(What this task involves): Filter the records, keeping every line that has the string "filters".

(Data under study):
▼▼▼

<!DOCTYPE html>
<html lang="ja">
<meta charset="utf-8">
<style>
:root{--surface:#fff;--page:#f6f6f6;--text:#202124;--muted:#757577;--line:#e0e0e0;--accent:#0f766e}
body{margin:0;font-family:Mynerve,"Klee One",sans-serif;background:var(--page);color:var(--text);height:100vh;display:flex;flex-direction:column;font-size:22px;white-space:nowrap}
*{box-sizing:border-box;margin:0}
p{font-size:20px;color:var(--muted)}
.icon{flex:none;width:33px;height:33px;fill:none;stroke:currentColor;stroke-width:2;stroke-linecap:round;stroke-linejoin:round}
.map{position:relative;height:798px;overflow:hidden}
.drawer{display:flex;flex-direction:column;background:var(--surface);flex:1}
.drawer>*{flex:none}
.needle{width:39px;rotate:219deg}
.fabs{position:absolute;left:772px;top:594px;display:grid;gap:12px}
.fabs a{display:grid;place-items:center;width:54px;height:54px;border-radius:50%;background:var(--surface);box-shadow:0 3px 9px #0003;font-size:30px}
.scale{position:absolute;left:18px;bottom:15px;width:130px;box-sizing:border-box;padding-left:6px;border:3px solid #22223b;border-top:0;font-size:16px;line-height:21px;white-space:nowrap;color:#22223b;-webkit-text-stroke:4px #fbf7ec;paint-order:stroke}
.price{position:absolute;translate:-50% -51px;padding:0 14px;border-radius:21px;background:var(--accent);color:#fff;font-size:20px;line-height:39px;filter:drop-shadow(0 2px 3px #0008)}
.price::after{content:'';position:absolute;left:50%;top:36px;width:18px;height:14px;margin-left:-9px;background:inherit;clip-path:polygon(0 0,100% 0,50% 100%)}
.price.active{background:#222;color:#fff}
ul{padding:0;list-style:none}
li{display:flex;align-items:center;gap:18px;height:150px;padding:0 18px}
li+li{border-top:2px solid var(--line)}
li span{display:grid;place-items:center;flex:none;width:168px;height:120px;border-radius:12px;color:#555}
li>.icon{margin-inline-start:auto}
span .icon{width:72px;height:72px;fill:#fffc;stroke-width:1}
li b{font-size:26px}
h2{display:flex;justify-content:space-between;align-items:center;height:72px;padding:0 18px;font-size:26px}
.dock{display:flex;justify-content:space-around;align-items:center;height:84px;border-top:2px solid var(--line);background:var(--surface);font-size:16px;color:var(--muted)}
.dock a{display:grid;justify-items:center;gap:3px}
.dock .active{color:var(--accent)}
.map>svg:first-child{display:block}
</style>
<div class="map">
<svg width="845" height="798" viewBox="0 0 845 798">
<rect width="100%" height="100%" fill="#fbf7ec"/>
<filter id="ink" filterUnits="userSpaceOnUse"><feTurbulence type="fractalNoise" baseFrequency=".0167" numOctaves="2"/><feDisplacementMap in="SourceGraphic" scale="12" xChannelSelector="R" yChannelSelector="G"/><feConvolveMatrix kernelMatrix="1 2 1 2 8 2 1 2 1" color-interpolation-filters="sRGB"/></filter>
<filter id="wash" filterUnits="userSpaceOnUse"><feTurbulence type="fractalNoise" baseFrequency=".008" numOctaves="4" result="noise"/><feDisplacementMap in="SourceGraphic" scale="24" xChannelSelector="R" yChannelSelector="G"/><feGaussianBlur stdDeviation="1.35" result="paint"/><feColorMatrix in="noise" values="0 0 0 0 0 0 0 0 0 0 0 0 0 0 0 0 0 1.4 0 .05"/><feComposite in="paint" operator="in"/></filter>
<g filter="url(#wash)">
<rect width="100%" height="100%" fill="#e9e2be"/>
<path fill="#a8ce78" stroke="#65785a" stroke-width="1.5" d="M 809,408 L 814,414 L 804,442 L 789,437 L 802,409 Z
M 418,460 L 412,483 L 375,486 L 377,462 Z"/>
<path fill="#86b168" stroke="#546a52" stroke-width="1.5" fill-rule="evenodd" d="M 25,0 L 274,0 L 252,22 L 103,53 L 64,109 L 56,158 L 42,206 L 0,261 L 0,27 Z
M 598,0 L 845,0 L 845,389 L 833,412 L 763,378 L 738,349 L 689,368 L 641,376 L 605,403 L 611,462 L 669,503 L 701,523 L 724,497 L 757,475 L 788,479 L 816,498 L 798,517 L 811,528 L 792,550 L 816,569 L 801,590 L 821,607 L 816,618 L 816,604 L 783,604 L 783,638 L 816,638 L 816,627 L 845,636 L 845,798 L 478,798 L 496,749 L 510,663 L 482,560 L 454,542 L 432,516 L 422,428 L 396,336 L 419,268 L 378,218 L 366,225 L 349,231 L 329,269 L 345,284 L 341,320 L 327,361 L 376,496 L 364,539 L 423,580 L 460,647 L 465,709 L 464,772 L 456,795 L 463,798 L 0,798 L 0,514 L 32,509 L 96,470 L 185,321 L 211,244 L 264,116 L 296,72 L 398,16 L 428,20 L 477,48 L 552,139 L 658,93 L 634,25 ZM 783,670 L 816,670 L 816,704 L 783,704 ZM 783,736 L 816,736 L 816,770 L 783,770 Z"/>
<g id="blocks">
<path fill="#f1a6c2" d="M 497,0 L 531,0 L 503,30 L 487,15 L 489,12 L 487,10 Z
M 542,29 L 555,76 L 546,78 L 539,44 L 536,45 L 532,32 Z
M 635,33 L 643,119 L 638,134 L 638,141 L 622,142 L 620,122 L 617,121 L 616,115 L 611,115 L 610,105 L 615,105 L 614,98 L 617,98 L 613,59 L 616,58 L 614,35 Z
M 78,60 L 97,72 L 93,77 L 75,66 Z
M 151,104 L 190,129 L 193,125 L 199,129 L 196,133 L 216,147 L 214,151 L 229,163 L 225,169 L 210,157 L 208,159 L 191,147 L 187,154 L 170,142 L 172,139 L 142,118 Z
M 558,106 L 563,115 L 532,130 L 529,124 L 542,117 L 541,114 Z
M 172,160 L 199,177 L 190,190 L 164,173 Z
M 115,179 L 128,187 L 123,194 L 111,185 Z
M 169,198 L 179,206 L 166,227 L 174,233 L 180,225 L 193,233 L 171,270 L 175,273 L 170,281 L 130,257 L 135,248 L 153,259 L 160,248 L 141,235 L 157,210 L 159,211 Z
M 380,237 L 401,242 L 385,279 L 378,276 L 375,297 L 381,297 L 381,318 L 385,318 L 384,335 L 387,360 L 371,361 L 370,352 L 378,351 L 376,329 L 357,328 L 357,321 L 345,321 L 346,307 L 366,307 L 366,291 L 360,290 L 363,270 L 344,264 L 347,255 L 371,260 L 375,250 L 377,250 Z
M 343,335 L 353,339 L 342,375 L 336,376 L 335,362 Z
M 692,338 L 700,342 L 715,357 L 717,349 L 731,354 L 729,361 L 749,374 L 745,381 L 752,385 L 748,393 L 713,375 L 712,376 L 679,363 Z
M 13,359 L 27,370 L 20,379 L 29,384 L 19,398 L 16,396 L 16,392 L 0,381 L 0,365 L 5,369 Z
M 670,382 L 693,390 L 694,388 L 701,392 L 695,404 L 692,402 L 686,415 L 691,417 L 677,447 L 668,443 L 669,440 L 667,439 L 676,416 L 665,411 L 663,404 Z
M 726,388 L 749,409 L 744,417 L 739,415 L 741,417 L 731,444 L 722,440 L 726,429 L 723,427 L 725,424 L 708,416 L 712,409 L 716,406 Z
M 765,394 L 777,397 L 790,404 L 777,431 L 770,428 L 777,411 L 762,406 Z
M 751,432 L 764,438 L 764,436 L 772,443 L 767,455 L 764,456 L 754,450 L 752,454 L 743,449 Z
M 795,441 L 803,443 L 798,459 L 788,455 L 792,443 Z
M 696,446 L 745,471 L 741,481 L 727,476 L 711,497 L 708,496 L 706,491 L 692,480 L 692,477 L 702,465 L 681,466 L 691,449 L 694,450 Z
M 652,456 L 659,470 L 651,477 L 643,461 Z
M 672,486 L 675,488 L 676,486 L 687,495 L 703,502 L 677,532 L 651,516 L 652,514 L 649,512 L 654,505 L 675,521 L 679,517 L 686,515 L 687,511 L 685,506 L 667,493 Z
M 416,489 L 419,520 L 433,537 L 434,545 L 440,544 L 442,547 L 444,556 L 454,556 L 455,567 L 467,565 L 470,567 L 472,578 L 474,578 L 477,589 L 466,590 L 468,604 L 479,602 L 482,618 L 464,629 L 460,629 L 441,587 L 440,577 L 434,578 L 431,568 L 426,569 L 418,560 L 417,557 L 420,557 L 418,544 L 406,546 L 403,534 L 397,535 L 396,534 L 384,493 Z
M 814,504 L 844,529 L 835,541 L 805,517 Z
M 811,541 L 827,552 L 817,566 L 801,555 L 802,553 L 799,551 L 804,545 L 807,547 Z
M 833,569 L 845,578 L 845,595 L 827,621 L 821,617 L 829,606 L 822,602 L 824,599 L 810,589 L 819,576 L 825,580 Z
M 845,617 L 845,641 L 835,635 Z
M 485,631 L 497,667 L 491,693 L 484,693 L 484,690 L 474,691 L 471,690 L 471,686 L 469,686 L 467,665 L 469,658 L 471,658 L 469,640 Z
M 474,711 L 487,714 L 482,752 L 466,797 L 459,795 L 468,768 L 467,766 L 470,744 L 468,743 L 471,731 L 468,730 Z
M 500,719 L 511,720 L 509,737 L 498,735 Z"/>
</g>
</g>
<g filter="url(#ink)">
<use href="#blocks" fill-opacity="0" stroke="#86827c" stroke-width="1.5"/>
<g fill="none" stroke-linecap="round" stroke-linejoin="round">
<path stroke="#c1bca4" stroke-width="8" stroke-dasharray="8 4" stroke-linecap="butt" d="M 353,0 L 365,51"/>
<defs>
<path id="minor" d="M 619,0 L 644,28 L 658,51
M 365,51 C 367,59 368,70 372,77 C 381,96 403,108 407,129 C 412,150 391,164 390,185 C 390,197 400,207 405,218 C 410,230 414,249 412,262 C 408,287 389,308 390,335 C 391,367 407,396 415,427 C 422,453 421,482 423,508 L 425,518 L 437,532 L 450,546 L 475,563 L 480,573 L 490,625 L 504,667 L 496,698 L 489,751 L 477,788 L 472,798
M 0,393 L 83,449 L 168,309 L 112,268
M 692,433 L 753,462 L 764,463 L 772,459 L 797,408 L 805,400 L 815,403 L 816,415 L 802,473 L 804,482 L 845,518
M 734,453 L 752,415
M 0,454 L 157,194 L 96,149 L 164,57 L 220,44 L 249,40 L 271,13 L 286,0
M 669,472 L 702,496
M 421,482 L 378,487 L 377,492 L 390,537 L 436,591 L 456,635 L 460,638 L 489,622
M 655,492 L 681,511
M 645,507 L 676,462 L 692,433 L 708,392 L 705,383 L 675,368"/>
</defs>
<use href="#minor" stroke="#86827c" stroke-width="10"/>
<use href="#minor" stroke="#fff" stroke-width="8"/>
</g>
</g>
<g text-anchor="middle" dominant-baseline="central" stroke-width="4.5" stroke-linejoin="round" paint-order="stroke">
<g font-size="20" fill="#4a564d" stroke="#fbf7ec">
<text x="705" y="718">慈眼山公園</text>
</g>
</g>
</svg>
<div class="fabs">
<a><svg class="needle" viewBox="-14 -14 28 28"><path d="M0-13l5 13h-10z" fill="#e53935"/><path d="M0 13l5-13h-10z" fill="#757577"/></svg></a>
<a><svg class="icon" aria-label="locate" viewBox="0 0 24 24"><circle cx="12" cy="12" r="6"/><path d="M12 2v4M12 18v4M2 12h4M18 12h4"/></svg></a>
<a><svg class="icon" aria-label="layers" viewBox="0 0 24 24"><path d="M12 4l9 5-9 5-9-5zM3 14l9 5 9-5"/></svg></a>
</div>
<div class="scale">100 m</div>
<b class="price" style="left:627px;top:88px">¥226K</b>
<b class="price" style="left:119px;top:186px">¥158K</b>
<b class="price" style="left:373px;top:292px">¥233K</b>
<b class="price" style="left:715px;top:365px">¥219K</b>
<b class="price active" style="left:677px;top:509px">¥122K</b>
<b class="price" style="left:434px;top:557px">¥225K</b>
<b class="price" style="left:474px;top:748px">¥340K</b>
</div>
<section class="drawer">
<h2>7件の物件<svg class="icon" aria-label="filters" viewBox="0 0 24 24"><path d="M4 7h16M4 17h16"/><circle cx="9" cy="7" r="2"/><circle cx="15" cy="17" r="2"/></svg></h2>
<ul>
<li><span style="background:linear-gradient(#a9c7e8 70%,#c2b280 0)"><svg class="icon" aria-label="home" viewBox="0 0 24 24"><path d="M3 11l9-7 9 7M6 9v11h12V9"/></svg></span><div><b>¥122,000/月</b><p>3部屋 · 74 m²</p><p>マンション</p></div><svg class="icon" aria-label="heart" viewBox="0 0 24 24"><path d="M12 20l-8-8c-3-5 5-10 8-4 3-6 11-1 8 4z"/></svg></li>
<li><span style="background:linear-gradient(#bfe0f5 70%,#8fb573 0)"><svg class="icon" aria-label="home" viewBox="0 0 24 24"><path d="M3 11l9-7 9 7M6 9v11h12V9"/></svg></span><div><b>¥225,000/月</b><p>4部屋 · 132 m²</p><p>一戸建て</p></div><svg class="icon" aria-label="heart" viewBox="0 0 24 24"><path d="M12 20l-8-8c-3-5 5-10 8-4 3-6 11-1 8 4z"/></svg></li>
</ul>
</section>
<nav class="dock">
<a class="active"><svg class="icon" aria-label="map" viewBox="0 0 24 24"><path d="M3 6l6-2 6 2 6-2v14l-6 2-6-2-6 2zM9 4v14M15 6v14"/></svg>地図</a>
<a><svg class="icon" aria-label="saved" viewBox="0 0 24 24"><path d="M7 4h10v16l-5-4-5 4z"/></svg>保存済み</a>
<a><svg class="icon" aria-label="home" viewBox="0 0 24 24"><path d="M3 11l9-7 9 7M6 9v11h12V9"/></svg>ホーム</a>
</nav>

▲▲▲

(Your response):
<filter id="ink" filterUnits="userSpaceOnUse"><feTurbulence type="fractalNoise" baseFrequency=".0167" numOctaves="2"/><feDisplacementMap in="SourceGraphic" scale="12" xChannelSelector="R" yChannelSelector="G"/><feConvolveMatrix kernelMatrix="1 2 1 2 8 2 1 2 1" color-interpolation-filters="sRGB"/></filter>
<h2>7件の物件<svg class="icon" aria-label="filters" viewBox="0 0 24 24"><path d="M4 7h16M4 17h16"/><circle cx="9" cy="7" r="2"/><circle cx="15" cy="17" r="2"/></svg></h2>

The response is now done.